Analysis The mining industry has some gritty and colourful characters in its ranks - big Mick Davis, the chief executive of nickel producer Xstrata, is said to have devoured an entire turkey at a Christmas lunch in Johannesburg a few years ago - but even these larger-than-life folk are astonished at the wave of mega-mergers and rumours of takeovers that are sweeping through the sector.

Davis himself has kept the City buzzing in recent weeks with gossip that Xstrata was examining links with South African-based Anglo American or Brazil's Vale, the world's leading iron ore producer.

Nothing much has come of that tale, but Credit Suisse has advised investors to hold on to both Xstrata and Anglo American shares because of the chance that one might bid for the other.

The broker said that a takeover of Xstrata by Anglo American, a leading platinum producer, would make the most sense. A research note said: "If Anglo were to offer £40 per share for Xstrata in a 50-50 cash-and-share offer, we estimate it could be 13% accretive to their 2008 earnings per share and would increase their gearing from 18% to 57%.

"But if Xstrata offered £40 per share for Anglo on the same terms, it would be 7% dilutive for Xstrata shareholders, unless platinum prices outperformed."

Although it has not yet moved to buy either Anglo American or Vale, Xstrata has been a notable predator among Australia's second-tier miners.
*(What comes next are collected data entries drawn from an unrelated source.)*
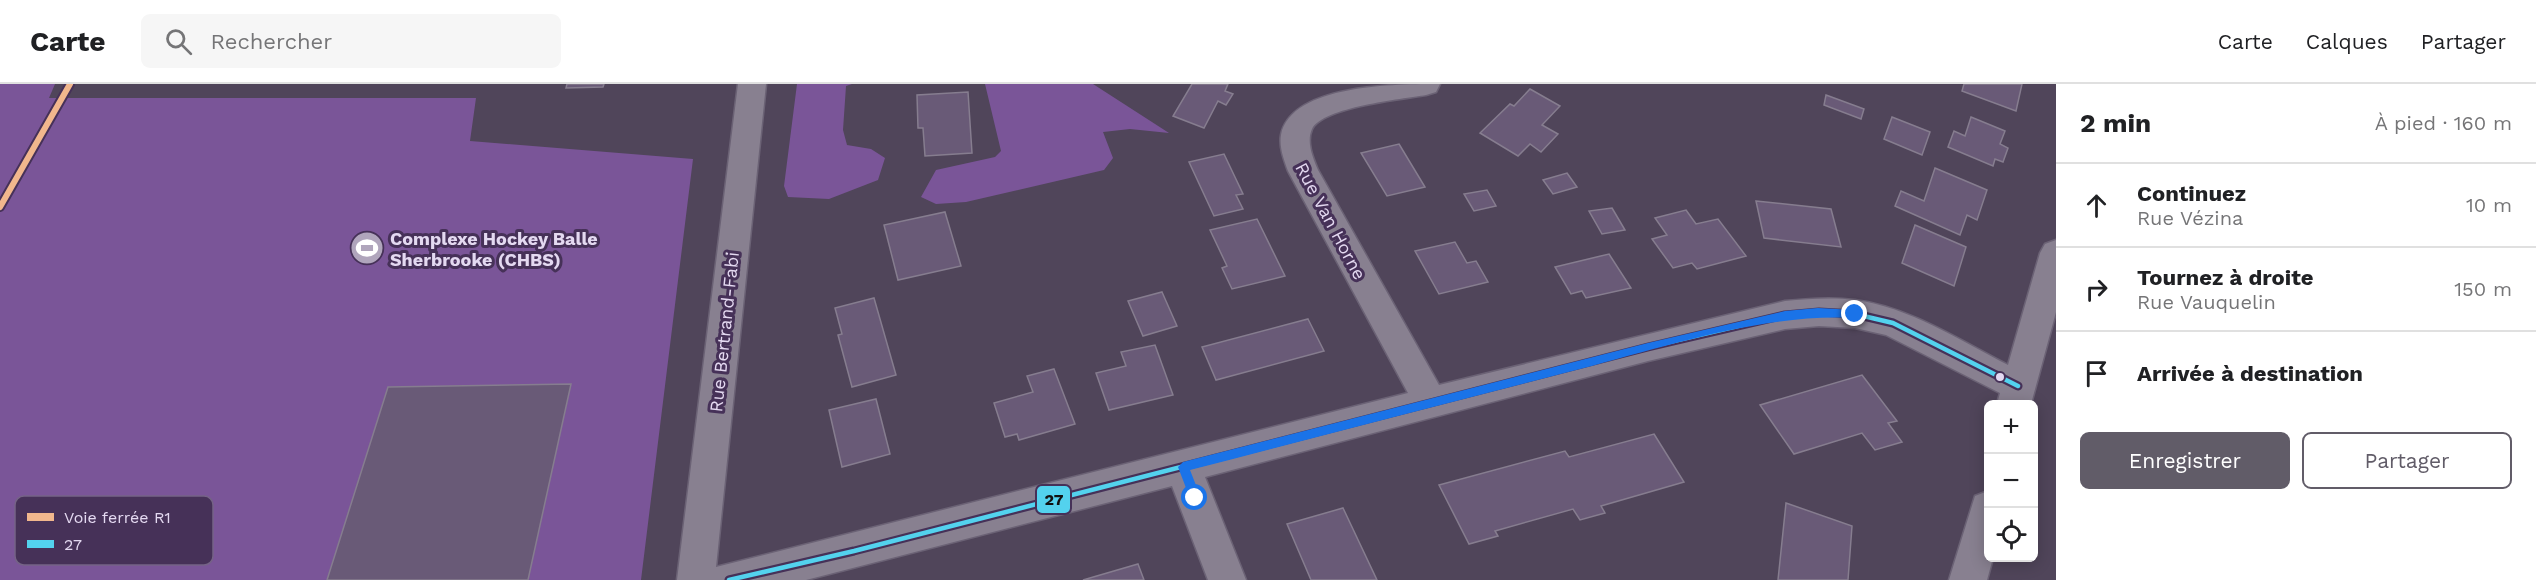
<!DOCTYPE html>
<html lang="fr">
<head>
<meta charset="utf-8">
<style>
	body { margin:0; font-family:"Work Sans",sans-serif; background:#f6f6f6; color:#202124 }
	.controls { position:absolute; right:18px; bottom:18px; display:grid; overflow:hidden; border-radius:9px; box-shadow:0 3px 15px #0003 }
	.controls button { width:54px; height:54px; display:grid; place-items:center; padding:0; border:0; border-bottom:2px solid #e0e0e0; background:#fff; color:#202124; font:30px sans-serif }
	.stop { position:absolute; width:18px; height:18px; margin:-14px; border:4px solid #1a73e8; border-radius:50%; background:#fff }
	.stop.end { background:#1a73e8; border-color:#fff; box-shadow:0 2px 6px #0008 }
	.list { margin:0; padding:0; list-style:none }
	h2 { display:flex; justify-content:space-between; align-items:center; height:78px; margin:0; padding:0 24px; font-size:26px }
	h2 small { font-size:20px; font-weight:400; color:#757577 }
	.list li { display:grid; grid-template-columns:39px 1fr auto; gap:18px; align-items:center; box-sizing:border-box; height:84px; padding:0 24px; border-top:2px solid #e0e0e0 }
	.list b { display:block; font-size:22px; white-space:nowrap }
	.list p { margin:0; font-size:20px; white-space:nowrap; color:#757577 }
	.list em { font-size:20px; font-style:normal; color:#757577 }
	.actions { display:flex; gap:12px; padding:18px 24px }
	.actions a { flex:1; padding:14px 0; border:2px solid #615c68; border-radius:9px; text-align:center; font-size:21px; color:#615c68 }
	.actions .main { background:#615c68; color:#fff }
	.icon { flex:none; width:33px; height:33px; fill:none; stroke:currentColor; stroke-width:2; stroke-linecap:round; stroke-linejoin:round }
	.map { position:relative; flex:none; width:2056px; height:496px; overflow:hidden }
	header { display:flex; align-items:center; gap:36px; box-sizing:border-box; height:84px; padding:0 30px; background:#fff; border-bottom:2px solid #e0e0e0 }
	header strong { font-size:28px }
	nav { display:flex; gap:33px; margin-inline-start:auto; font-size:21px }
	.search { width:420px; height:54px; background:#f6f6f6; display:flex; align-items:center; gap:15px; box-sizing:border-box; padding:0 21px; border-radius:9px; color:#757577; font-size:22px }
	main { display:flex }
	aside { flex:1; background:#fff }
	.map>svg:first-child { display:block }
	.green { fill:#7a5598 }
	.building { fill:#695a77; stroke:#867d8f; stroke-width:1.5 }
	.lines { fill:none; stroke-linecap:round; stroke-linejoin:round }
	.minor-casing { stroke:#6b6275; stroke-width:3 }
	.minor { fill:#888090; fill-rule:evenodd }
	.bus-1-casing { stroke:#463158; stroke-width:9 }
	.bus-1 { stroke:#53d2ee; stroke-width:4.5 }
	.rail-1-casing { stroke:#463158; stroke-width:10 }
	.rail-1 { stroke:#f1b78d; stroke-width:6 }
	.route { fill:#1a73e8 }
	.bus-dot { fill:#e4d9f1; stroke:#463158; stroke-width:2 }
	.labels { text-anchor:middle; dominant-baseline:central; stroke-width:6; stroke-linejoin:round; paint-order:stroke }
	.street-label { font-size:18px; fill:#e4d9f1; stroke:#463158 }
	.poi-label { font-size:18px; font-weight:bold; fill:#e4d9f1; stroke:#463158; text-anchor:start }
	.key { fill:#463158; stroke:#756386; stroke-width:1.5 }
	.key-label { font-size:16px; fill:#e4d9f1 }
	.line-badge { stroke:#463158; stroke-width:2 }
	.pale-badge-label { font-size:16px; text-anchor:middle; font-weight:bold; fill:#111 }
</style>
</head>
<body>
<header>
<strong>Carte</strong>
<div class="search"><svg class="icon" aria-label="search" viewBox="0 0 24 24"><circle cx="10" cy="10" r="6"/><path d="M15 15l6 6"/></svg>Rechercher</div>
<nav><a>Carte</a><a>Calques</a><a>Partager</a></nav>
</header>
<main>
<div class="map">
<svg width="2056" height="496" viewBox="0 0 2056 496">
	<rect width="100%" height="100%" fill="#50455a"/>
	<g class="green">
		<path d="M0,0H55L49,14H476L470,57L693,75L641,496H0Z"/>
		<path d="M797,0H852L846,2L843,46L847,61L871,65L885,74L878,96L829,115L788,113L784,102Z"/>
		<path d="M985,0H1093L1169,49L1130,45L1103,48L1113,74L1104,86L966,118L936,120L921,113L936,86L995,73L1001,67Z"/>
	</g>
	<g class="building">
		<path d="M567,0H604L603,3L566,4Z"/>
		<path d="M1192,0H1228L1225,7L1233,10L1226,21L1218,17L1204,44L1173,32Z"/>
		<path d="M1964,0H2022L2016,27L1962,7Z"/>
		<path d="M1530,5L1560,22L1542,41L1558,50L1541,68L1530,60L1518,72L1480,49L1510,20L1514,22Z"/>
		<path d="M968,8L972,69L925,72L923,44H918L917,11Z"/>
		<path d="M1826,11L1864,25L1861,35L1824,21Z"/>
		<path d="M1892,33L1930,48L1922,71L1884,55Z"/>
		<path d="M1971,33L2005,47L2000,60L2008,64L2003,78L1995,75L1993,82L1948,63L1954,47L1965,52Z"/>
		<path d="M1399,60L1425,103L1387,112L1361,69Z"/>
		<path d="M1224,70L1243,110L1236,111L1243,125L1214,132L1189,78Z"/>
		<path d="M1935,84L1987,106L1977,136L1967,131L1960,151L1895,122L1901,107L1924,117Z"/>
		<path d="M1567,89L1577,103L1553,110L1543,96Z"/>
		<path d="M1487,106L1496,122L1474,127L1464,110Z"/>
		<path d="M1756,117L1831,125L1841,163L1764,154Z"/>
		<path d="M1612,124L1625,146L1602,150L1589,127Z"/>
		<path d="M1686,126L1696,140L1718,135L1746,172L1697,185L1692,179L1673,184L1652,155L1667,151L1655,134Z"/>
		<path d="M945,128L961,182L898,196L884,141Z"/>
		<path d="M1257,135L1285,192L1232,205L1222,184L1227,182L1210,146Z"/>
		<path d="M1915,141L1966,163L1954,202L1902,179Z"/>
		<path d="M1455,158L1467,179L1476,177L1488,198L1439,210L1415,167Z"/>
		<path d="M1609,170L1631,204L1586,214L1582,207L1571,210L1555,183Z"/>
		<path d="M1162,208L1177,242L1143,252L1128,217Z"/>
		<path d="M874,214L896,291L852,303L838,251L842,250L835,224Z"/>
		<path d="M1308,235L1324,267L1216,296L1202,263Z"/>
		<path d="M1155,261L1173,311L1109,326L1096,289L1126,282L1121,268Z"/>
		<path d="M1054,285L1075,340L1019,356L1017,350L1005,353L994,319L1033,308L1027,292Z"/>
		<path d="M1862,291L1897,337L1888,339L1902,358L1875,366L1862,349L1794,370L1760,321Z"/>
		<path d="M571,300L528,496H327L388,303Z"/>
		<path d="M876,315L890,370L842,383L829,326Z"/>
		<path d="M1654,350L1684,398L1601,422L1605,429L1580,436L1573,425L1495,447L1498,452L1469,460L1439,401L1565,367L1569,373Z"/>
		<path d="M1786,419L1852,442L1848,496H1778Z"/>
		<path d="M1343,424L1377,496H1311L1287,440Z"/>
		<path d="M1138,480L1144,496H1083Z"/>
	</g>
	<g class="lines">
		<defs>
			<g id="minor">
				<path d="M738,0H766L716,483L1408,309L1288,87C1284,76 1279,63 1281,51C1291,0 1397,0 1440,0L1436,8L1426,11C1402,15 1323,23 1312,45C1306,58 1313,74 1318,86L1439,301L1785,217C1808,215 1831,213 1855,216C1909,223 1959,256 2008,281L2040,169L2045,160L2056,156V228L2031,320H1997L2000,309L1886,251L1855,244L1819,242L1785,245L1648,277L1205,393L1246,496H1208L1172,402L806,496H677Z"/>
				<path d="M1988,407V474H1993L1987,496H1949L1975,412Z"/>
			</g>
		</defs>
		<use href="#minor" class="minor-casing"/>
		<use href="#minor" class="minor"/>
		<defs>
			<path id="bus-1" d="M729,496L854,467L1648,263L1785,231L1819,228L1855,230L1893,239L2018,302"/>
		</defs>
		<use href="#bus-1" class="bus-1-casing"/>
		<use href="#bus-1" class="bus-1"/>
		<defs>
			<path id="rail-1" d="M0,123L70,0"/>
		</defs>
		<use href="#rail-1" class="rail-1-casing"/>
		<use href="#rail-1" class="rail-1"/>
	</g>
	<path class="route" d="M1818,224L1855,226L1859,230L1855,234C1765,229 1667,262 1580,285C1450,319 1320,352 1190,386L1201,414L1195,419L1191,417L1178,383L1183,378L1648,259L1785,227Z"/>
	<defs>
		<symbol id="stadium-disc" viewBox="-11 -11 22 22"><circle r="9.5" fill="#b0a5bc" stroke="#463158"/><path d="M0-5a6.5 5 0 1 0 0 10a6.5 5 0 1 0 0-10ZM-3.5-1.8h7v3.6h-7Z" fill="#fff"/></symbol>
	</defs>
	<g fill-rule="evenodd">
		<use href="#stadium-disc" x="348" y="145" width="38" height="38"/>
	</g>
	<circle class="bus-dot" cx="2000" cy="293" r="5"/>
	<g class="labels">
		<g class="street-label">
			<text transform="translate(1331 137) rotate(62)">Rue Van Horne</text>
			<text transform="translate(724 248) rotate(-84)">Rue Bertrand-Fabi</text>
		</g>
		<g class="poi-label">
			<text x="390" y="154">Complexe Hockey Balle<tspan x="390" dy="21">Sherbrooke (CHBS)</tspan></text>
		</g>
	</g>
	<rect x="15" y="412" width="198" height="69" rx="9" class="key"/>
	<rect x="27" y="429" width="27" height="8" fill="#f1b78d"/>
	<rect x="27" y="456" width="27" height="8" fill="#53d2ee"/>
	<g class="key-label">
		<text x="64" y="439">Voie ferrée R1</text>
		<text x="64" y="466">27</text>
	</g>
	<rect class="line-badge" x="1036" y="401" width="35" height="29" rx="6" fill="#53d2ee"/>
	<g class="pale-badge-label">
		<text x="1054" y="421">27</text>
	</g>
</svg>
<div class="controls">
<button>+</button>
<button>−</button>
<button><svg class="icon" aria-label="locate" viewBox="0 0 24 24"><circle cx="12" cy="12" r="6"/><path d="M12 2v4M12 18v4M2 12h4M18 12h4"/></svg></button>
</div>
<div class="stop" style="left:1195px;top:414px"></div>
<div class="stop end" style="left:1855px;top:230px"></div>
</div>
<aside>
<h2>2 min<small>À pied · 160 m</small></h2>
<ul class="list">
<li><svg class="icon" aria-label="ahead" viewBox="0 0 24 24"><path d="M12 20V5M6 11l6-6 6 6"/></svg><div><b>Continuez</b><p>Rue Vézina</p></div><em>10 m</em></li>
<li><svg class="icon" aria-label="right" viewBox="0 0 24 24"><path d="M7 20v-9h11M14 6l5 5-5 5"/></svg><div><b>Tournez à droite</b><p>Rue Vauquelin</p></div><em>150 m</em></li>
<li><svg class="icon" aria-label="arrive" viewBox="0 0 24 24"><path d="M6 21V4h12l-3 4 3 4H6"/></svg><div><b>Arrivée à destination</b></div></li>
</ul>
<div class="actions"><a class="main">Enregistrer</a><a>Partager</a></div>
</aside>
</main>
</body>
</html>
It bid $2.9bn (£1.5bn) for Jubilee Mines to help consolidate its role as one of the world's biggest nickel producers.

Earlier this year, Xstrata's coal unit trumped Australia-listed New Hope when it offered $776m for Resource Pacific, a Hunter Valley coal miner.

Xstrata, itself, could be gobbled up by Vale, which has offered to pay $90bn for the UK-Swiss nickel and copper miner.

The Brazilian company has already built up an impressive nickel business, and analysts at RBC Capital Markets, a Canadian bank, said the purchase of Xstrata would propel Vale into the big league in copper and coal, too.

However, it is BHP Billiton's £75bn bid for Rio Tinto that has set the stock market buzzing with rumours that there will be other mergers in the mining sector.

On February 5, just before a deadline imposed by British regulators, it increased its offer for Rio Tinto, the industry's number three. Having offered three of its shares for each of Rio's last November, BHP raised its offer last week to 3.4 shares, valuing its rival at $147bn. Rio quickly rejected the revised offer.

City mining industry analysts believe a deal will be done eventually but it may take months to conclude.

The main motivations behind such deals are scale and diversification. Bigger companies benefit from economies of scale: BHP reckons that buying Rio Tinto and merging the two firms' operations, in particular those at Pilbara, an immense iron-ore deposit in Australia, could result in annual savings of around $3.7bn within seven years. The combined firm would also be strong in aluminium, uranium and coking coal.

Rivals and consumer nations such as China and Japan are growing concerned that a BHP-Rio tie-up would be able to demand higher prices and stifle competition.

This has led Aluminium Corporation of China and Alcoa, the big US-based aluminium maker, to buy a 12% stake in Rio in a move to block a BHP takeover.

Elsewhere, there are rumours that Vedanta, the Indian mining company listed in London, could be bought by Chinese investors. The possible price cited was £25 a share and the company's shares rose by some 4% on Friday.

The company has denied that an offer had been made and analysts pointed out that it was unlikely India would allow the sale of such a strategically-important national champion to China.

Mining companies can afford to make acquisitions because they are flush with cash from a boom in commodity prices.

Buying companies with existing production can make more sense than developing a new mine, which can take a decade or more and cost billions of dollars - with no certainty that the resources are as rich as geologists predict.

The ongoing speculation has breathed life into the mining sector and most observers believe that consolidation is inevitable - but the big deals may have to wait until the BHP-Rio situation is resolved.

Rio Tinto bought Alcan, the Canadian aluminium producer, last year and raised $40bn from banks to finance the deal. BHP raised $70bn in promissory notes from banks to cover a share buy-back that it has proposed if its takeover of Rio is successful.